How to use mleap runtime #303

Closed colingoldberg closed 3 years ago

colingoldberg commented 6 years ago

In my view as a newcomer to Spark etc., the MLeap documentation is currently inadequate in describing what is needed to prepare for sending requests - once the zip bundle has been posted to the server.

I have successfully trained a (naive bayes) model on a (small) data file containing categorical columns, saved it using serializeToBundle, and posted the bundle to the server. For a request to be sent (say, using curl as per your example), surely the features vector needs to be submitted in the json request! So where and how is this formulated?

In your airbnb example, the json request includes string-valued columns - and no features vector. How so? I find this confusing.

Can you point me to step-by-step help to get a test going? What's the best way to do this?

Colin Goldberg

hollinwilkins commented 6 years ago

@colingoldberg The entire ML pipeline is serialized as part of the MLeap bundle, this include generation of the feature vector. The airbnb pipeline goes from simple double/string inputs, performs scaling, one hot encoding, and vector assembly before sending it into a random forest or linear regression.
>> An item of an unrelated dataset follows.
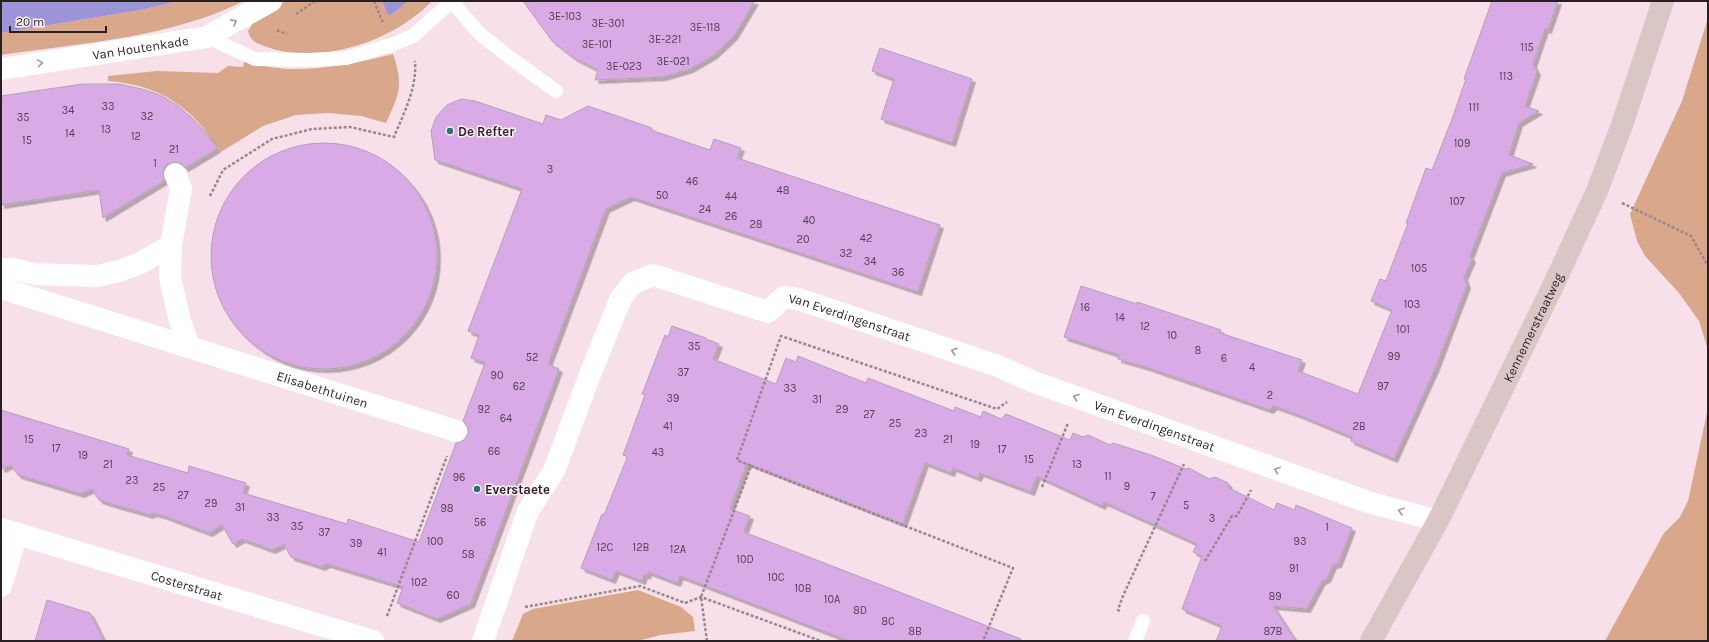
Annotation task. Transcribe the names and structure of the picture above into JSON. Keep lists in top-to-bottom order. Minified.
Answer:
{"streets":{"main road":["Kennemerstraatweg"],"street":["Van Houtenkade","Van Everdingenstraat","Elisabethtuinen","Costerstraat"]},"crossings":[["Van Everdingenstraat","Kennemerstraatweg"]],"one_way":["Van Houtenkade"],"places":["De Refter","Everstaete"],"house_numbers":["3E-103","3E-301","3E-118","3E-221","3E-101","115","3E-021","3E-023","113","33","111","34","32","35","13","14","12","15","109","21","1","3","46","48","50","44","107","24","26","40","28","42","20","32","34","105","36","103","16","14","12","101","10","35","8","99","52","6","4","37","90","62","97","33","2","39","31","92","29","27","64","25","41","2B","23","15","21","19","17","17","66","43","19","15","21","13","11","96","23","9","25","27","7","29","5","31","98","33","3","56","35","1","37","100","93","39","12C","12B","12A","41","58","10D","91","10C","102","10B","60","89","10A","8D","8C","8B","87B"],"scale_bar":"20 m"}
This is why you don't see an actual vector as input. Depending on your pipeline, you may need to add an actual vector as input, if say you were just serializing the random forest portion and do the feature assembly before hitting the API server.
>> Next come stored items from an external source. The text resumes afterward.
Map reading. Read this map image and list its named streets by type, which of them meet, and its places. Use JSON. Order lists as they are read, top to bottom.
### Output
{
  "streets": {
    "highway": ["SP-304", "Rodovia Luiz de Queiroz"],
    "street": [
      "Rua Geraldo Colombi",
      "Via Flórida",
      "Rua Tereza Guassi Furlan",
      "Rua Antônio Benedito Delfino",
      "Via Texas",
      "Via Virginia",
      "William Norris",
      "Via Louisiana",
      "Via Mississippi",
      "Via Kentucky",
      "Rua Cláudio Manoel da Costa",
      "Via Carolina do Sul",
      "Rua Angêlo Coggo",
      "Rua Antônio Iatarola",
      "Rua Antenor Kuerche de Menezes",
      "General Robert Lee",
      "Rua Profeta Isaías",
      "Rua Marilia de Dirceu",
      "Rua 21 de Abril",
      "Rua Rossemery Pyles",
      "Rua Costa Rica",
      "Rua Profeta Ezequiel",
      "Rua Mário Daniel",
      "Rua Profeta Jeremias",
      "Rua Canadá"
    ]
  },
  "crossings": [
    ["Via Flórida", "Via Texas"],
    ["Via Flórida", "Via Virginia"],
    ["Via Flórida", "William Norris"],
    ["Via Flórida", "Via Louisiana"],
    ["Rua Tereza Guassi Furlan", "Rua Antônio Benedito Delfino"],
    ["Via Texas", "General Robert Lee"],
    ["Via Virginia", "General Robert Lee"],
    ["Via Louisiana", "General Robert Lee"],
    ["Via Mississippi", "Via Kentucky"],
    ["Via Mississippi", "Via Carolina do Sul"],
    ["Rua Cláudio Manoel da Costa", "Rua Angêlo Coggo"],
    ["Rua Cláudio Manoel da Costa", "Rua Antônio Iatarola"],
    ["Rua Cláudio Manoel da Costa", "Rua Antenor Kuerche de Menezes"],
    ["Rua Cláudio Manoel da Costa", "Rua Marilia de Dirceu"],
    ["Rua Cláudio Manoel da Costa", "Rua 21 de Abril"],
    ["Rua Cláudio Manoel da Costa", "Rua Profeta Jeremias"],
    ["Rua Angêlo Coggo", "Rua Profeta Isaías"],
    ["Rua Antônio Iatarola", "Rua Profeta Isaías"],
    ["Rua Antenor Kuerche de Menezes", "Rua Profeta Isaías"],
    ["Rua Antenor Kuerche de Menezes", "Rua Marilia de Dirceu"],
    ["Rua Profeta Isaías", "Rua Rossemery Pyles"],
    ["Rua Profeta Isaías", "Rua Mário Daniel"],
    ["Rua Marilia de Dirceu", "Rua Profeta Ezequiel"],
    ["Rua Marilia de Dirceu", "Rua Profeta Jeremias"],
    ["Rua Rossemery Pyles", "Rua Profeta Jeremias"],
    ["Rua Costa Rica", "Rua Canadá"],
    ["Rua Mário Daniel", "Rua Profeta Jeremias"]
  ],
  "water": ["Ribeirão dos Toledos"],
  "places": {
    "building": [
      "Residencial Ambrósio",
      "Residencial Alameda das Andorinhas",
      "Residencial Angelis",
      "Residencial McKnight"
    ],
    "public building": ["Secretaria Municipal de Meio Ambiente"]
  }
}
colingoldberg commented 6 years ago

Ok, some details of my experience may help.

The input data file (weather.csv) has the following contents: "outlook","temperature","humidity","windy","play" "sunny",85,85,"FALSE","no" "sunny",80,90,"TRUE","no" "overcast",83,86,"FALSE","yes" "rainy",70,96,"FALSE","yes" "rainy",68,80,"FALSE","yes" "rainy",65,70,"TRUE","no" "overcast",64,65,"TRUE","yes" "sunny",72,95,"FALSE","no" "sunny",69,70,"FALSE","yes" "rainy",75,80,"FALSE","yes" "sunny",75,70,"TRUE","yes" "overcast",72,90,"TRUE","yes" "overcast",81,75,"FALSE","yes" "rainy",71,91,"TRUE","no"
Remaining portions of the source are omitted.